Thank Goodness for Hanging Tough
I am eternally grateful to my clients who can stomach seeing a case through to the end. This particular client was exceptionally strong and resilient, and his mental and emotional toughness showed. It also helped that he was not alone. Having a strong support system was critical to being able to weather the stress. He had the strength of his family backing him, a legion of clients who believed in him, and a law firm full of loyal employees who stood by him. Not all respondent lawyers are so lucky.
In the end, the court came back with total exoneration.
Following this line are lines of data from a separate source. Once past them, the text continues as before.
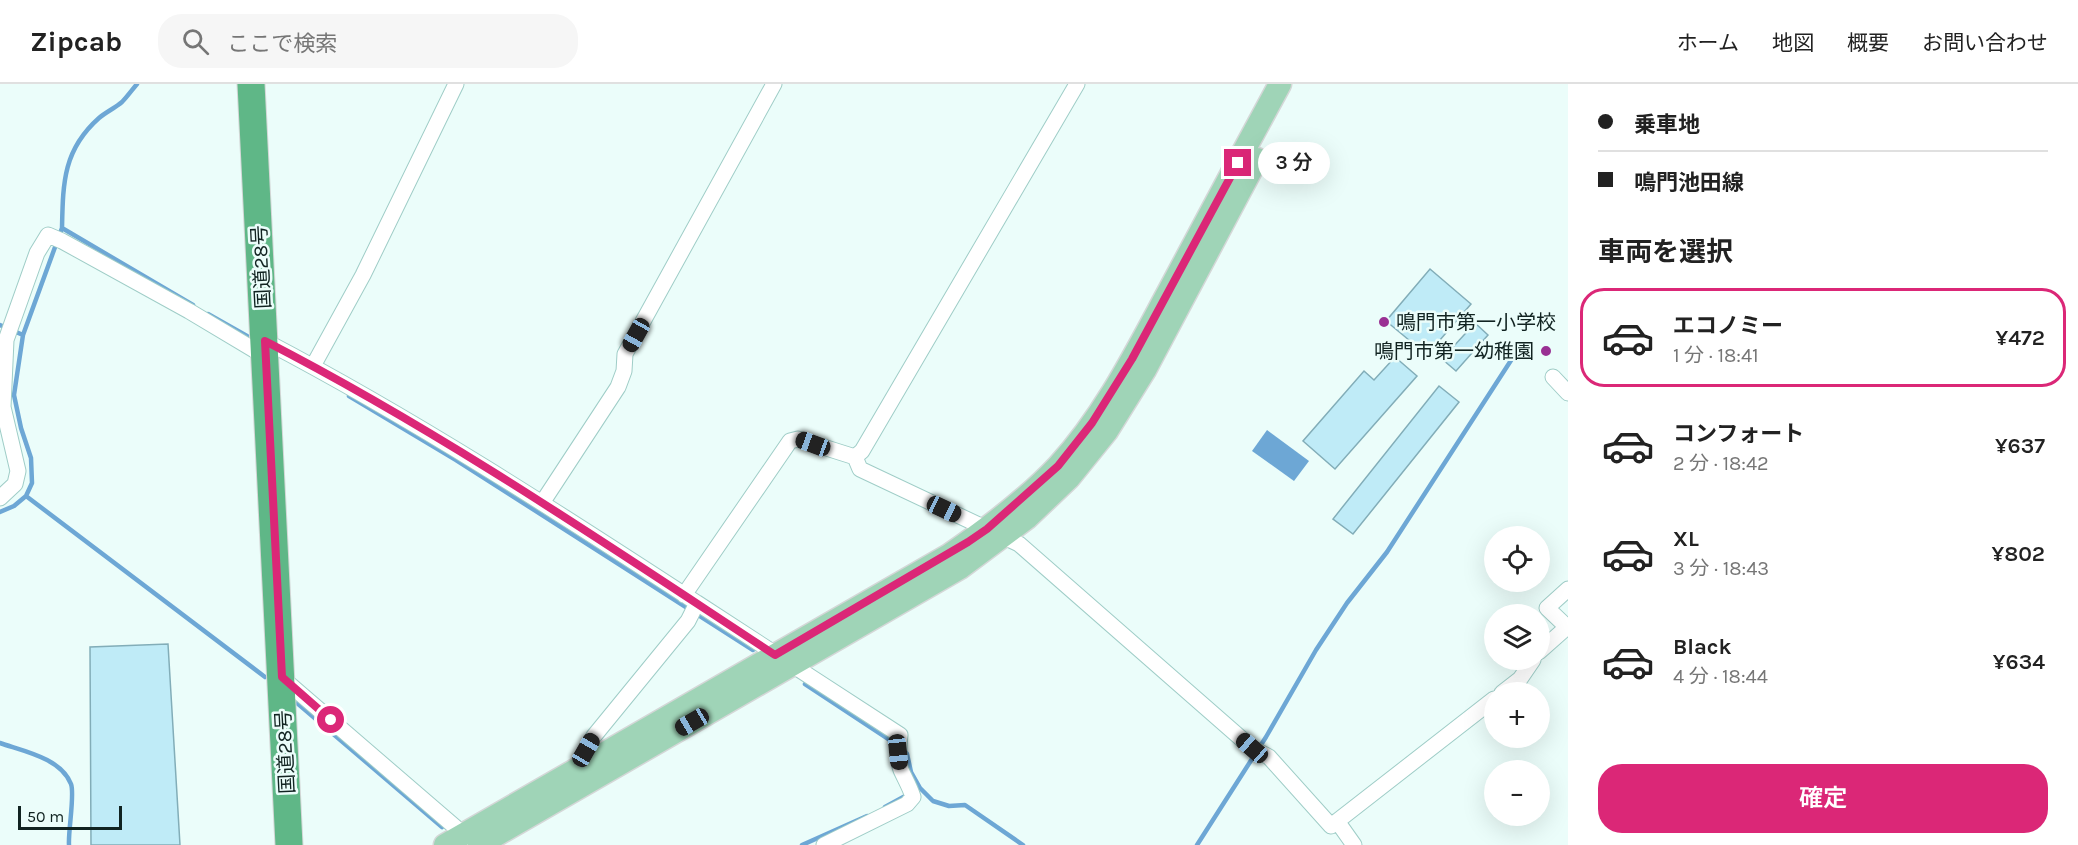 <!DOCTYPE html>
<html lang="ja">
<head>
<meta charset="utf-8">
<style>
	body { margin:0; font-family:Karla,"Noto Sans JP",sans-serif; background:#f6f6f6; color:#222; height:100vh; display:flex; flex-direction:column; font-size:22px; white-space:nowrap }
	* { box-sizing:border-box; margin:0 }
	p { font-size:20px; color:#767676 }
	.icon { flex:none; width:33px; height:33px; fill:none; stroke:currentColor; stroke-width:2; stroke-linecap:round; stroke-linejoin:round }
	.map { position:relative; flex:1; overflow:hidden }
	.side { display:flex; flex-direction:column; background:#fff; width:510px }
	.side>* { flex:none }
	.hud { display:grid; align-content:center; height:132px; padding:0 30px; background:#fff }
	.fabs { position:absolute; left:1484px; top:442px; display:grid; gap:12px }
	.fabs a { display:grid; place-items:center; width:66px; height:66px; border-radius:50%; background:#fff; box-shadow:0 6px 24px #0002; font-size:30px }
	.scale { position:absolute; left:18px; bottom:15px; width:104px; box-sizing:border-box; padding-left:6px; border:3px solid #112321; border-top:0; font-size:16px; line-height:21px; white-space:nowrap; color:#112321; -webkit-text-stroke:4px #ebfdfa; paint-order:stroke }
	.end { position:absolute; width:27px; height:27px; margin:-14px; border:8px solid #db2777; background:#fff; box-shadow:0 0 0 3px #fff }
	.from { border-radius:50% }
	.bubble { position:absolute; height:42px; border-radius:21px; background:#fff; box-shadow:0 6px 24px #0002; font-size:20px; font-weight:600; line-height:42px; text-align:center }
	.car { position:absolute; width:18px; height:36px; margin:-18px -9px; border-radius:8px; box-shadow:0 0 4px 2px #0007; background:linear-gradient(#222 24%,#8ab4d8 0 40%,#222 0 76%,#8ab4d8 0 86%,#222 0) }
	.hud b { display:flex; align-items:center; gap:21px; height:57px; font-size:22px }
	.hud b+b { border-top:2px solid #e0e0e0 }
	.hud i { width:15px; height:15px; background:#222 }
	ul { padding:0; list-style:none }
	li { display:flex; align-items:center; gap:18px; height:99px; margin:0 12px 9px; padding:0 18px; border:3px solid transparent; border-radius:24px }
	li div { flex:1 }
	li b { display:block; font-size:22px }
	li em { font-style:normal; font-weight:600 }
	li.current { border-color:#db2777 }
	li>.icon { width:54px; height:54px; stroke-width:1.5 }
	h2 { padding:0 30px; font-size:27px; line-height:72px }
	.primary-button { display:flex; gap:12px; margin-top:auto; padding:12px 30px }
	.primary-button a { flex:1; height:69px; border-radius:24px; background:#db2777; color:#fff; font-size:24px; font-weight:600; line-height:69px; text-align:center }
	header { display:flex; align-items:center; gap:36px; box-sizing:border-box; height:84px; padding:0 30px; background:#fff; border-bottom:2px solid #e0e0e0 }
	header strong { font-size:28px }
	nav { display:flex; gap:33px; margin-inline-start:auto; font-size:21px }
	.search { width:420px; height:54px; background:#f6f6f6; display:flex; align-items:center; gap:15px; box-sizing:border-box; padding:0 21px; border-radius:24px; color:#767676; font-size:22px }
	main { display:flex; flex:1; min-height:0 }
	.map>svg:first-child { display:block }
	.water { fill:#6da7d5 }
	.lines { fill:none; stroke-linecap:round; stroke-linejoin:round }
	.stream { stroke:#6da7d5; stroke-width:4.5 }
	.building { fill:#bfebf7; stroke:#82adb8; stroke-width:1.5 }
	.street-casing { stroke:#9fcdc7; stroke-width:17 }
	.primary-casing { stroke:#d4d7d7; stroke-width:25 }
	.highway-casing { stroke:#d4d7d7; stroke-width:29 }
	.street { stroke:#fff; stroke-width:15 }
	.primary { stroke:#9fd4b7; stroke-width:22 }
	.highway { stroke:#5fb787; stroke-width:27 }
	.route { stroke:#db2777; stroke-width:8 }
	.poi-dot { fill:#993093; stroke:#ebfdfa; stroke-width:2 }
	.labels { text-anchor:middle; stroke-width:5; stroke-linejoin:round; paint-order:stroke }
	.street-label { font-size:20px; fill:#112321; stroke:#ebfdfa }
	.poi-label { font-size:20px; fill:#112321; stroke:#ebfdfa; text-anchor:start }
</style>
</head>
<body>
<header>
<strong>Zipcab</strong>
<div class="search"><svg class="icon" aria-label="search" viewBox="0 0 24 24"><circle cx="10" cy="10" r="6"/><path d="M15 15l6 6"/></svg>ここで検索</div>
<nav><a>ホーム</a><a>地図</a><a>概要</a><a>お問い合わせ</a></nav>
</header>
<main>
<div class="map">
<svg width="1568" height="761" viewBox="0 0 1568 761">
	<rect width="100%" height="100%" fill="#ebfdfa"/>
	<path class="water" d="M 1267,346 L 1309,377 L 1294,397 L 1252,367 Z"/>
	<g class="lines">
		<path class="stream" d="M 62,144 C 63,99 63,66 99,34 C 106,28 115,24 122,18 C 127,13 132,6 137,0
			M 208,230 L 247,252
			M 0,241 L 23,251
			M 349,312 L 456,376 L 753,566
			M 26,412 L 32,399 L 31,374 L 21,344 L 14,311 L 23,251 L 62,144 L 193,221
			M 0,428 L 14,422 L 26,412 L 265,593
			M 805,600 L 896,660
			M 297,619 L 442,743
			M 0,659 C 23,667 61,674 71,700 C 75,710 68,747 69,761
			M 903,665 L 907,670 L 911,688 L 920,704 L 933,717 L 949,722 L 965,721 L 1023,761
			M 885,723 L 907,711
			M 802,761 L 867,732
			M 1197,761 L 1266,653 L 1316,566 L 1347,519 L 1387,468 L 1519,264"/>
	</g>
	<path class="building" d="M 1430,185 L 1471,220 L 1427,271 L 1386,237 Z
		M 1475,239 L 1488,251 L 1456,287 L 1442,275 Z
		M 1395,273 L 1417,292 L 1335,385 L 1303,357 L 1364,287 L 1374,296 Z
		M 1439,302 L 1459,318 L 1353,450 L 1333,435 Z
		M 168,560 L 180,761 L 91,761 L 90,563 Z"/>
	<g class="lines">
		<defs>
			<path id="street" d="M 265,257 C 414,335 556,427 697,519 L 688,537 L 594,652 L 586,666 L 585,680
				M 313,282 L 363,191 L 456,0
				M 1553,293 L 1568,309
				M 855,373 L 860,385 L 1019,460 L 1252,664 L 1269,673 L 1331,742 L 1494,615
				M 855,373 L 862,367 L 1077,0
				M 0,414 L 15,400 L 18,387 L 3,323 L 6,256 L 37,169 L 48,151 L 62,157 L 189,227 L 266,273
				M 542,419 L 618,303 L 624,287 L 625,270 L 774,0
				M 684,511 L 790,357 L 798,355 L 855,373
				M 697,519 L 900,651 C 899,662 897,675 901,686 C 905,695 910,703 913,713 L 907,720 L 824,761
				M 1539,568 L 1567,543 L 1547,524 L 1568,505
				M 281,593 L 469,755
				M 1502,609 L 1520,595 L 1533,576
				M 1337,737 L 1354,761"/>
			<path id="primary" d="M 445,761 L 949,471 C 987,445 1026,416 1058,382 C 1105,331 1137,266 1170,205 C 1206,137 1243,68 1280,0
				M 479,761 L 960,484 L 1027,434 L 1069,394 L 1107,347 L 1145,286 L 1257,75"/>
			<path id="highway" d="M 251,0 L 289,761"/>
		</defs>
		<use href="#street" class="street-casing"/>
		<use href="#primary" class="primary-casing"/>
		<use href="#highway" class="highway-casing"/>
		<use href="#street" class="street"/>
		<use href="#primary" class="primary"/>
		<use href="#highway" class="highway"/>
	</g>
	<g class="lines">
		<path class="route" d="M 331,636 L 282,593 L 265,257 C 442,348 609,462 775,571 L 968,458 L 987,445 L 1058,382 L 1092,339 L 1132,275 L 1238,79"/>
	</g>
	<g class="poi-dot">
		<circle cx="1384" cy="238" r="6"/>
		<circle cx="1546" cy="267" r="6"/>
	</g>
	<g class="labels">
		<g class="street-label">
			<text transform="translate(261 183) rotate(-93)" y="7">国道28号</text>
			<text transform="translate(285 668) rotate(-93)" y="7">国道28号</text>
		</g>
		<g class="poi-label">
			<text x="1396" y="245">鳴門市第一小学校</text>
			<text x="1534" y="274" text-anchor="end">鳴門市第一幼稚園</text>
		</g>
	</g>
</svg>
<div class="fabs">
<a><svg class="icon" aria-label="locate" viewBox="0 0 24 24"><circle cx="12" cy="12" r="6"/><path d="M12 2v4M12 18v4M2 12h4M18 12h4"/></svg></a>
<a><svg class="icon" aria-label="layers" viewBox="0 0 24 24"><path d="M12 4l9 5-9 5-9-5zM3 14l9 5 9-5"/></svg></a>
<a>+</a>
<a>−</a>
</div>
<div class="scale">50 m</div>
<i class="end from" style="left:331px;top:636px"></i>
<i class="end" style="left:1238px;top:79px"></i>
<div class="bubble" style="left:1258px;top:58px;width:72px">3 分</div>
<i class="car" style="left:636px;top:251px;rotate:209deg"></i>
<i class="car" style="left:813px;top:360px;rotate:290deg"></i>
<i class="car" style="left:944px;top:425px;rotate:115deg"></i>
<i class="car" style="left:692px;top:638px;rotate:240deg"></i>
<i class="car" style="left:1252px;top:664px;rotate:311deg"></i>
<i class="car" style="left:586px;top:666px;rotate:30deg"></i>
<i class="car" style="left:898px;top:668px;rotate:174deg"></i>
</div>
<section class="side">
<div class="hud">
<b><i class="from"></i>乗車地</b>
<b><i></i>鳴門池田線</b>
</div>
<h2>車両を選択</h2>
<ul>
<li class="current"><svg class="icon" aria-label="car" viewBox="0 0 24 24"><path d="M5 17H2v-5l4-1 3-4h7l3 4 3 1v5h-3M9 17h6M6 11h13"/><circle cx="7" cy="17" r="2"/><circle cx="17" cy="17" r="2"/></svg><div><b>エコノミー</b><p>1 分 · 18:41</p></div><em>¥472</em></li>
<li><svg class="icon" aria-label="car" viewBox="0 0 24 24"><path d="M5 17H2v-5l4-1 3-4h7l3 4 3 1v5h-3M9 17h6M6 11h13"/><circle cx="7" cy="17" r="2"/><circle cx="17" cy="17" r="2"/></svg><div><b>コンフォート</b><p>2 分 · 18:42</p></div><em>¥637</em></li>
<li><svg class="icon" aria-label="car" viewBox="0 0 24 24"><path d="M5 17H2v-5l4-1 3-4h7l3 4 3 1v5h-3M9 17h6M6 11h13"/><circle cx="7" cy="17" r="2"/><circle cx="17" cy="17" r="2"/></svg><div><b>XL</b><p>3 分 · 18:43</p></div><em>¥802</em></li>
<li><svg class="icon" aria-label="car" viewBox="0 0 24 24"><path d="M5 17H2v-5l4-1 3-4h7l3 4 3 1v5h-3M9 17h6M6 11h13"/><circle cx="7" cy="17" r="2"/><circle cx="17" cy="17" r="2"/></svg><div><b>Black</b><p>4 分 · 18:44</p></div><em>¥634</em></li>
</ul>
<div class="primary-button"><a>確定</a></div>
</section>
</main>
</body>
</html>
Thank goodness he did not give in at any point along the way.
A key lesson I learn over and over when handling attorney discipline matters is that once the investigation ends and the bar decides to prosecute, the facts are secondary in determining the outcome of the case. The lawyer’s fortitude in facing the charges is a stronger indicator of where the case will go. This must be true for defense attorneys in all practice areas as our clients face the worst parts of their lives in the matters for which they seek our help. It is crucial that we, as attorneys, understand the emotional toll on our clients so that we may faithfully guide them through the process.